◆ What needs to be done: Copy the data exactly, pictures aside.

◆ Source records:
=======

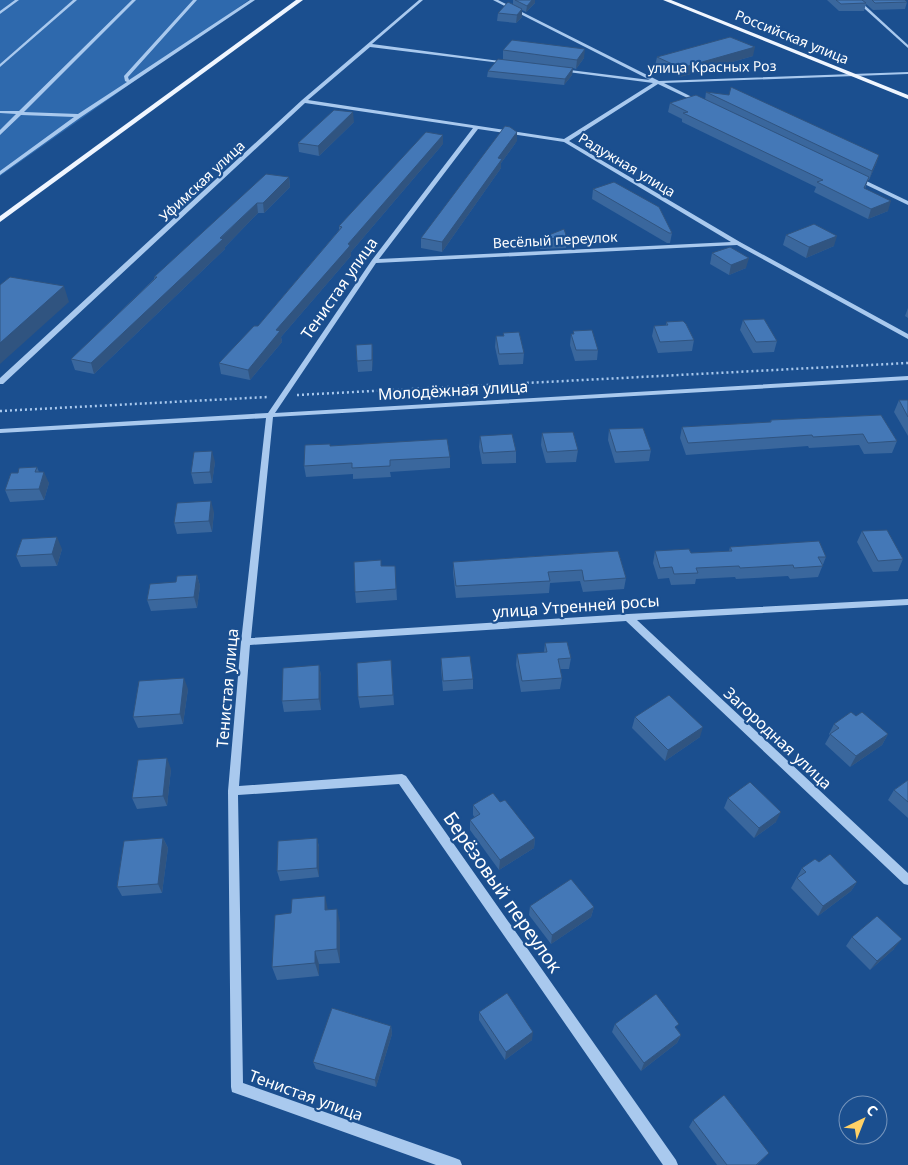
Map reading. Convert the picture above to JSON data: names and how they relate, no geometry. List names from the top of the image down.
{
  "streets": {
    "main road": ["Российская улица"],
    "street": [
      "улица Красных Роз",
      "Радужная улица",
      "Уфимская улица",
      "Весёлый переулок",
      "Тенистая улица",
      "Молодёжная улица",
      "улица Утренней росы",
      "Загородная улица",
      "Берёзовый переулок"
    ]
  },
  "crossings": [
    ["Российская улица", "улица Красных Роз"],
    ["Радужная улица", "Уфимская улица"],
    ["Радужная улица", "Весёлый переулок"],
    ["Радужная улица", "Тенистая улица"],
    ["Весёлый переулок", "Тенистая улица"],
    ["Тенистая улица", "Молодёжная улица"],
    ["Тенистая улица", "улица Утренней росы"],
    ["Тенистая улица", "Берёзовый переулок"],
    ["улица Утренней росы", "Загородная улица"]
  ],
  "north": "top right"
}
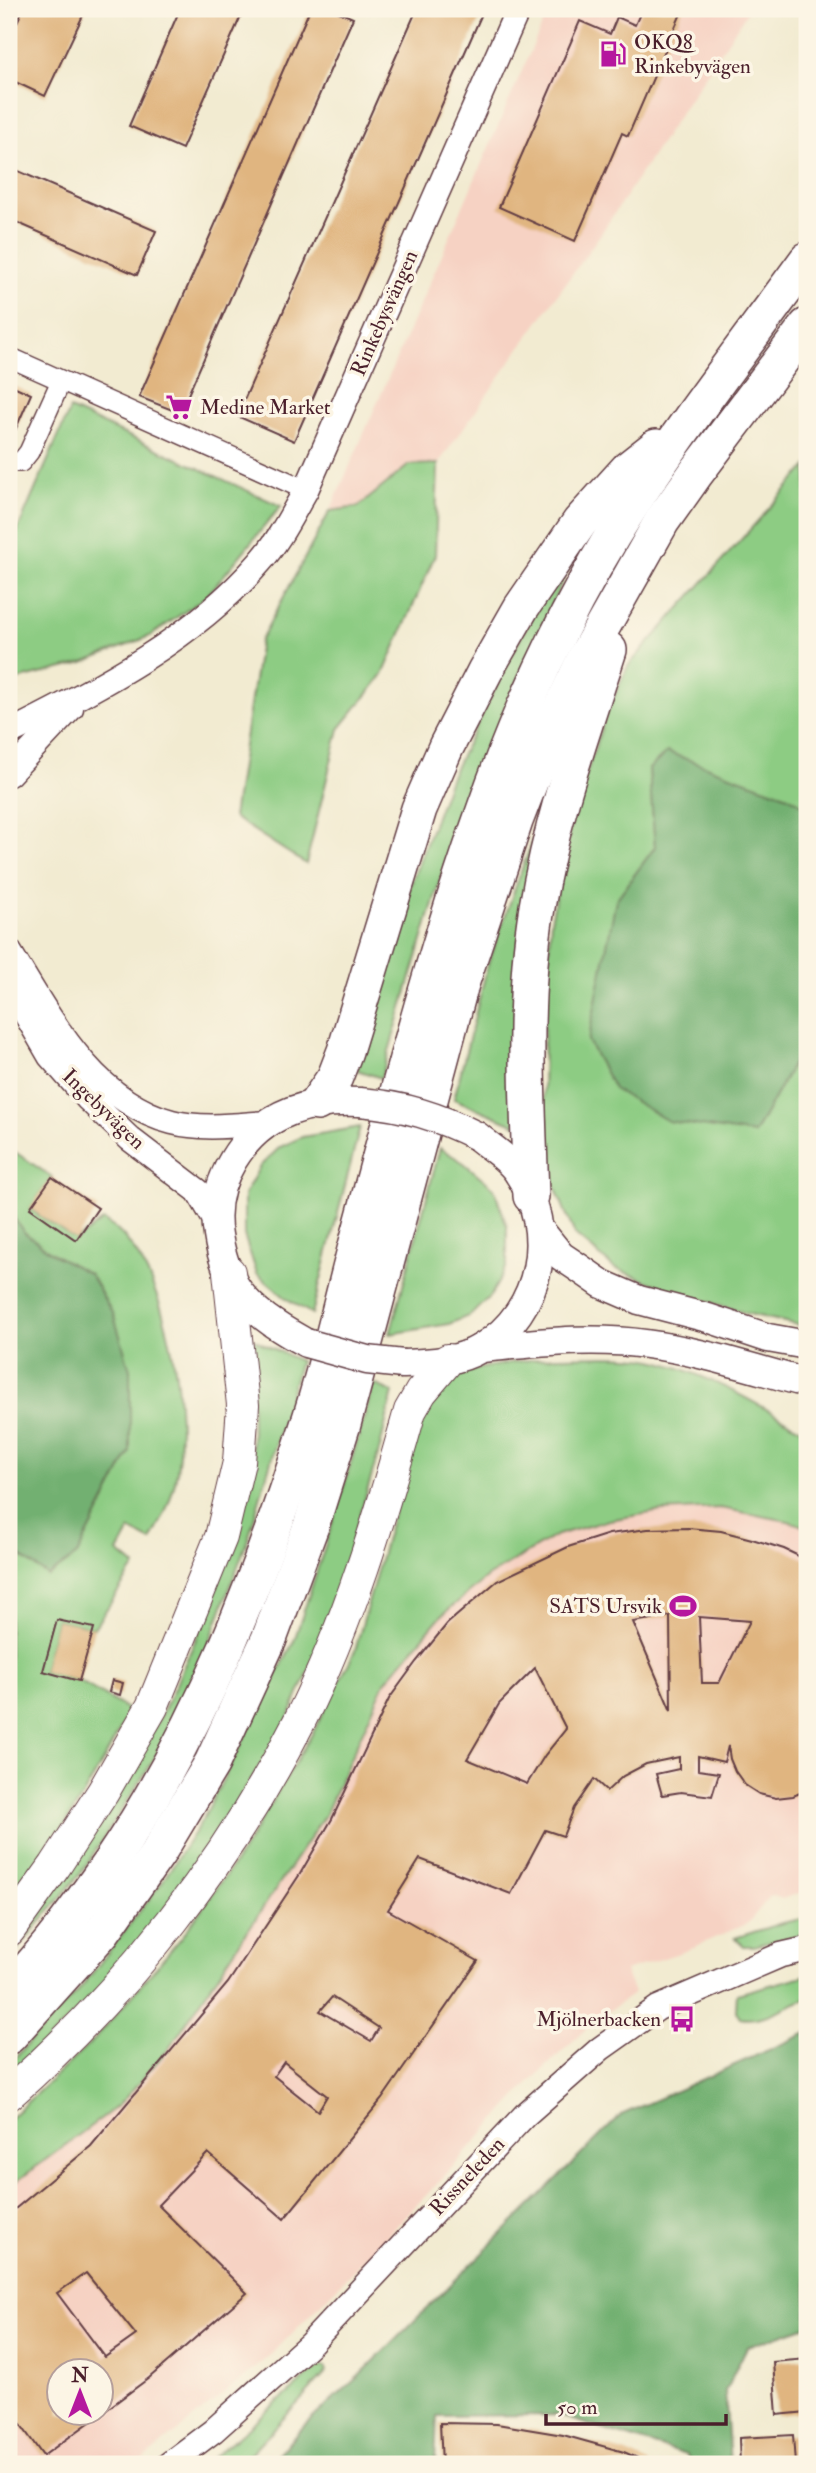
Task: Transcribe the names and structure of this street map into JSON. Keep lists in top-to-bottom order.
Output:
{
  "streets": {
    "street": ["Rinkebysvängen", "Ingebyvägen", "Rissneleden"]
  },
  "places": {
    "fuel station": ["OKQ8 Rinkebyvägen"],
    "supermarket": ["Medine Market"],
    "sports": ["SATS Ursvik"],
    "bus stop": ["Mjölnerbacken"]
  },
  "scale_bar": "50 m",
  "north": "top"
}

=======

◆ Exercise response:
Map reading. Convert the picture above to JSON data: names and how they relate, no geometry. List names from the top of the image down.
{
  "streets": {
    "main road": ["Российская улица"],
    "street": [
      "улица Красных Роз",
      "Радужная улица",
      "Уфимская улица",
      "Весёлый переулок",
      "Тенистая улица",
      "Молодёжная улица",
      "улица Утренней росы",
      "Загородная улица",
      "Берёзовый переулок"
    ]
  },
  "crossings": [
    ["Российская улица", "улица Красных Роз"],
    ["Радужная улица", "Уфимская улица"],
    ["Радужная улица", "Весёлый переулок"],
    ["Радужная улица", "Тенистая улица"],
    ["Весёлый переулок", "Тенистая улица"],
    ["Тенистая улица", "Молодёжная улица"],
    ["Тенистая улица", "улица Утренней росы"],
    ["Тенистая улица", "Берёзовый переулок"],
    ["улица Утренней росы", "Загородная улица"]
  ],
  "north": "top right"
}
Task: Transcribe the names and structure of this street map into JSON. Keep lists in top-to-bottom order.
Output:
{
  "streets": {
    "street": ["Rinkebysvängen", "Ingebyvägen", "Rissneleden"]
  },
  "places": {
    "fuel station": ["OKQ8 Rinkebyvägen"],
    "supermarket": ["Medine Market"],
    "sports": ["SATS Ursvik"],
    "bus stop": ["Mjölnerbacken"]
  },
  "scale_bar": "50 m",
  "north": "top"
}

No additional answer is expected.